An Australian expert was heard to say recently that AIDS has been cured and HIV should now be thought of as a disease of inflammation. Neil McKellar-Stewart tends to agree.

More and more these days, health issues apart from HIV are taking centrestage in our lives. On top of the list are lifestyle changes that we are being encouraged to make to reduce our risk of contracting other illnesses.

One of the reasons why PLHIV are more susceptible to these diseases is thought to be because of the inflammation that HIV is constantly causing in our bodies – even when it is being successfully suppressed by HAART.

Inflammation is a natural and usually desirable immune response to infection and cancerous cells.
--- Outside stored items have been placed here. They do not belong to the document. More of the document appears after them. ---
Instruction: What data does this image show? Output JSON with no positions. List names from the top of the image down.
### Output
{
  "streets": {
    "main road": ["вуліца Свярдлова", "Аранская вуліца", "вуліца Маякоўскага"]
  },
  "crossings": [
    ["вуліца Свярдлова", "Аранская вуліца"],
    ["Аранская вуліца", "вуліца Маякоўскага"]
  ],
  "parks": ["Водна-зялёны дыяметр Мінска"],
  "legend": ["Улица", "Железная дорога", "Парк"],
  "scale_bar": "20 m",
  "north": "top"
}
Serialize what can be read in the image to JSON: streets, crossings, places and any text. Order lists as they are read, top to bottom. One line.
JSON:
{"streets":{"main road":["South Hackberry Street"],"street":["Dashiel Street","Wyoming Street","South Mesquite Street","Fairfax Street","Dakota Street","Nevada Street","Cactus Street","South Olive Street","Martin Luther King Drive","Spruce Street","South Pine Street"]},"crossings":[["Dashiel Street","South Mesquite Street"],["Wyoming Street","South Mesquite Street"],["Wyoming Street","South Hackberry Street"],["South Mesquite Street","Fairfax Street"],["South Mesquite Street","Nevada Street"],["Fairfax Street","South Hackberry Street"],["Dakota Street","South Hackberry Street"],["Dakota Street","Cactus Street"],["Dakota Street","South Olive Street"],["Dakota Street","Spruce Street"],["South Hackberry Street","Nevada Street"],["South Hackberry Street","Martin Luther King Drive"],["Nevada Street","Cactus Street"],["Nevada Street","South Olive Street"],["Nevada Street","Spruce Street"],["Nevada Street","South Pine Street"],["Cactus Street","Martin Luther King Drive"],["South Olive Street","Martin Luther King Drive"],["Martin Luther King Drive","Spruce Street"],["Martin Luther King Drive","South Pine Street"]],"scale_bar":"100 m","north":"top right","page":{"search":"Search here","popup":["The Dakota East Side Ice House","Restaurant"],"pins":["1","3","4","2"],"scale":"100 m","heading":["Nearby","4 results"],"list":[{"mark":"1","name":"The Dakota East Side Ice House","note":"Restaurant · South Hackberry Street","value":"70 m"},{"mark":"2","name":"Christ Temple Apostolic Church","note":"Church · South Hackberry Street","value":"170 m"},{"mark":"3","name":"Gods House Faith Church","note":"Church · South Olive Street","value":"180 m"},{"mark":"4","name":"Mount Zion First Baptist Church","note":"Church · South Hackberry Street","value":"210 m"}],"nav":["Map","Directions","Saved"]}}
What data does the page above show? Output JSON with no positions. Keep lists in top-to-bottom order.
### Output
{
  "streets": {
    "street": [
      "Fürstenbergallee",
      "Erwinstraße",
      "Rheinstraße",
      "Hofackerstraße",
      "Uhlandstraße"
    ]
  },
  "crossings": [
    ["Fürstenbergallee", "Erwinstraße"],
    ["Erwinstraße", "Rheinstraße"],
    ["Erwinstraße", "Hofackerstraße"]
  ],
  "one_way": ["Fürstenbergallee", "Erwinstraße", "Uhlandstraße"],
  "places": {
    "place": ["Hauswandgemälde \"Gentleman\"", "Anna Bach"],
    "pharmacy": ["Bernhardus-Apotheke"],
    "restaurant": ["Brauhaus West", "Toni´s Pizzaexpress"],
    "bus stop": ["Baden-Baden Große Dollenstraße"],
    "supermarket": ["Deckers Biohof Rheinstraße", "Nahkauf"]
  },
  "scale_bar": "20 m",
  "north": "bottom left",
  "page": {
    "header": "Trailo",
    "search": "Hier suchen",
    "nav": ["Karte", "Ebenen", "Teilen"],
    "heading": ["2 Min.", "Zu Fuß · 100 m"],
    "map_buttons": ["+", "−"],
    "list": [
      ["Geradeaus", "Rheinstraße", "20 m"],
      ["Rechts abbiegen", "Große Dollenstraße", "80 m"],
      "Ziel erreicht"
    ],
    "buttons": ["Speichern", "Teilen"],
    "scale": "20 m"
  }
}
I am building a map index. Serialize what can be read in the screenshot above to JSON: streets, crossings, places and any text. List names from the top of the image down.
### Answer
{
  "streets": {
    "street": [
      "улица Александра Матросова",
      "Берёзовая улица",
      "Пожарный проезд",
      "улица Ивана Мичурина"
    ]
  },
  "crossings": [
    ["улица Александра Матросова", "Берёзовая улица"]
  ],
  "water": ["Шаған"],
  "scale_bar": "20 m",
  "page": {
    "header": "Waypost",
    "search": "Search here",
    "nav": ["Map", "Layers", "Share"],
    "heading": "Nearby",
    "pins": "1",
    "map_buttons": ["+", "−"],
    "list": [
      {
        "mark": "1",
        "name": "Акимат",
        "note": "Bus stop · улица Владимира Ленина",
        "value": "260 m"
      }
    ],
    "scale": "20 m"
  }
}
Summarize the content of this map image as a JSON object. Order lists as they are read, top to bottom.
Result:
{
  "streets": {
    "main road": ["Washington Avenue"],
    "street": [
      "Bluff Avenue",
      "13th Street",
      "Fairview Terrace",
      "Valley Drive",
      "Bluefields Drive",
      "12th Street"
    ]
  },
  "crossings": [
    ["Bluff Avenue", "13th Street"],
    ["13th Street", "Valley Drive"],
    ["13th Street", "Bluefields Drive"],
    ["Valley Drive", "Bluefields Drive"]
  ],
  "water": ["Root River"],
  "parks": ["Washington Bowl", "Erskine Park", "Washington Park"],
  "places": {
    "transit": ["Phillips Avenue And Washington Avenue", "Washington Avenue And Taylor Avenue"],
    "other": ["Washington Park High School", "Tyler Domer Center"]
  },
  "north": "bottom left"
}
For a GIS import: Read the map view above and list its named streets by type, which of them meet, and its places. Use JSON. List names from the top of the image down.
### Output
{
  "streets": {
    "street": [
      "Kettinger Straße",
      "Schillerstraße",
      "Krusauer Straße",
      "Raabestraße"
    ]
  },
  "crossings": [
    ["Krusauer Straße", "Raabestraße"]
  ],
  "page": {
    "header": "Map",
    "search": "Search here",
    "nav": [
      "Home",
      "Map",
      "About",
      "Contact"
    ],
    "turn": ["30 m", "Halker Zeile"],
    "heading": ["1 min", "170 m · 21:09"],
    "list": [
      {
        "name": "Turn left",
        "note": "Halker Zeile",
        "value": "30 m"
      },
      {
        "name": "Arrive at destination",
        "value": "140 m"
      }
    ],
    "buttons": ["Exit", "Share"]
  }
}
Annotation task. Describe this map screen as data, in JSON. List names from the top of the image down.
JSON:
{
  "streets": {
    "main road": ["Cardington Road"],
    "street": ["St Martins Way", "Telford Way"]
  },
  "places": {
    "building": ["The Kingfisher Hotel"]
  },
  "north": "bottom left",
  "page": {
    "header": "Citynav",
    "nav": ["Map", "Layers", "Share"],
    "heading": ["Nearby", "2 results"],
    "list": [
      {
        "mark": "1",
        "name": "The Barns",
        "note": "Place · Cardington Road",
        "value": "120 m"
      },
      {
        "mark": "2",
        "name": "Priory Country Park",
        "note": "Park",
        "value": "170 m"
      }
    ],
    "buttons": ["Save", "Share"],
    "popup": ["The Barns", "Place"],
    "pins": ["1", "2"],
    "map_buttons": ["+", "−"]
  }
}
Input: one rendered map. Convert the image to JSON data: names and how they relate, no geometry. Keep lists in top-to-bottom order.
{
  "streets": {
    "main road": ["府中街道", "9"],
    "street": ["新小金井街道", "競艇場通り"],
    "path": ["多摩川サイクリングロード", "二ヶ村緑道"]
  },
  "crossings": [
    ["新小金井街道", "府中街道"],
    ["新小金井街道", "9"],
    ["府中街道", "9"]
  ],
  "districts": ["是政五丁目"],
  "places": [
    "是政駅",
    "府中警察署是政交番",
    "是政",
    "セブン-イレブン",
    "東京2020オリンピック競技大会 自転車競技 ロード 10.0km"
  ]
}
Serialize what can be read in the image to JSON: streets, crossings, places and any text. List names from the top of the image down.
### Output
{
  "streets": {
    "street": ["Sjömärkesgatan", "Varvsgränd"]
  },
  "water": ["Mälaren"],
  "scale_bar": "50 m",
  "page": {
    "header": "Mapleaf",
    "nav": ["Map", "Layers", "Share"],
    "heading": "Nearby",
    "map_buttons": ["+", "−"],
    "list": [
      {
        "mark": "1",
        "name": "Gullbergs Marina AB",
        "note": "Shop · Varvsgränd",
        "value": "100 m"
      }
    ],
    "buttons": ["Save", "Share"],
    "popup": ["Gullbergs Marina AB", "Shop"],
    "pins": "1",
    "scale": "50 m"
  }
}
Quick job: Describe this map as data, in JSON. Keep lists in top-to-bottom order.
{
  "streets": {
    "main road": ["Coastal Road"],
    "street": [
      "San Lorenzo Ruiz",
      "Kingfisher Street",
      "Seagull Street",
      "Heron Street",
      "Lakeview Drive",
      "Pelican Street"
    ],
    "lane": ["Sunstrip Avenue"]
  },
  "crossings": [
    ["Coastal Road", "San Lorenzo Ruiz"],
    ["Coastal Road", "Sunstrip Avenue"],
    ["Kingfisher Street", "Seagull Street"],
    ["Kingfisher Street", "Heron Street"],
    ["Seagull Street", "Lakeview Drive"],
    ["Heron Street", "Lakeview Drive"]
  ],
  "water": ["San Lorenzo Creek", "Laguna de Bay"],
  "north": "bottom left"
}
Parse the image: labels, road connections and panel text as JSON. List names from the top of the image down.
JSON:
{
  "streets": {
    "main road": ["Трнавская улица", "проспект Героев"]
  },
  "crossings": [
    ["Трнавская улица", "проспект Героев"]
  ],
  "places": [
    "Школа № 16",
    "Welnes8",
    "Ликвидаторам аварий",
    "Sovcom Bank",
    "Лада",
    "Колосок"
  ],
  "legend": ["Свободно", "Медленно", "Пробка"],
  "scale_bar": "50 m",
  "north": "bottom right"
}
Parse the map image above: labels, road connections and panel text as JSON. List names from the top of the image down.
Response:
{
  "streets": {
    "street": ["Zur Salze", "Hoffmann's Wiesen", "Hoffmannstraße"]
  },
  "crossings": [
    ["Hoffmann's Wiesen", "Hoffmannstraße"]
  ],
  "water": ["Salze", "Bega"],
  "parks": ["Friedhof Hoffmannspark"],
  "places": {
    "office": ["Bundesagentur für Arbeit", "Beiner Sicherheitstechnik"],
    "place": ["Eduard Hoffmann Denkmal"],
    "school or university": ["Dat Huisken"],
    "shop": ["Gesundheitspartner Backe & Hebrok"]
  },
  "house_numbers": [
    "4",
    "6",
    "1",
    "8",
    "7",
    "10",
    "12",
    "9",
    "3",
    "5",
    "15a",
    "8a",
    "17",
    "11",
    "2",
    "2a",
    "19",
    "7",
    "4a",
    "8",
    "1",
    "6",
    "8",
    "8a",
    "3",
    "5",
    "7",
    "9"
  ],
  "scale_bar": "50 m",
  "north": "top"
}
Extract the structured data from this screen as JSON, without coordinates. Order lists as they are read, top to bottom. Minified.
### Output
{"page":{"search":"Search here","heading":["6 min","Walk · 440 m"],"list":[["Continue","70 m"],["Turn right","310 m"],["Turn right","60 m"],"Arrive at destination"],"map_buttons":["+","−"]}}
Ongoing, low-level (chronic) inflammation, however, has been strongly associated with cardiovascular disease, liver disease and diabetes.

The research story

The results of a major US study on inflammation in PLHIV have just been released. The study1 looked at nearly 1,000 positive people – 90% of whom were on treatment – and measured two blood ‘markers’ of inflammation: fibrogen and C-reactive protein (CRP). Fibrogen and CRP have been associated with a range of diseases in the general community. Higher levels of these inflammatory markers are associated with an increased risk of death, even when other risk factors (such as smoking, high cholesterol levels, hepatitis C infection, waist circumference and increased weight) are accounted for. Earlier research2,3suggested that PLHIV do tend to have elevated levels of fibrogen and CRP when compared to similar people without HIV but this study showed just how common it is. Approximately one-third of the PLHIV in the study had high levels of the two inflammatory markers and this included people whose CD4 counts were well above 500.

These findings confirm comments l read4 recently in the International Journal of Infectious Diseases: ‘As treating clinicians, we may tell patients that their HIV disease can now effectively be considered to be in remission when their viral loads become undetectable and their CD4 cell counts improve, often to a reasonable or even normal range. We may even say that so long as patients do as they are told, they really should be fine. All they need to do is take all their pills; use condoms, sunscreen, and seat belts; quit smoking; eat five servings of fruits and vegetables per day; and exercise.’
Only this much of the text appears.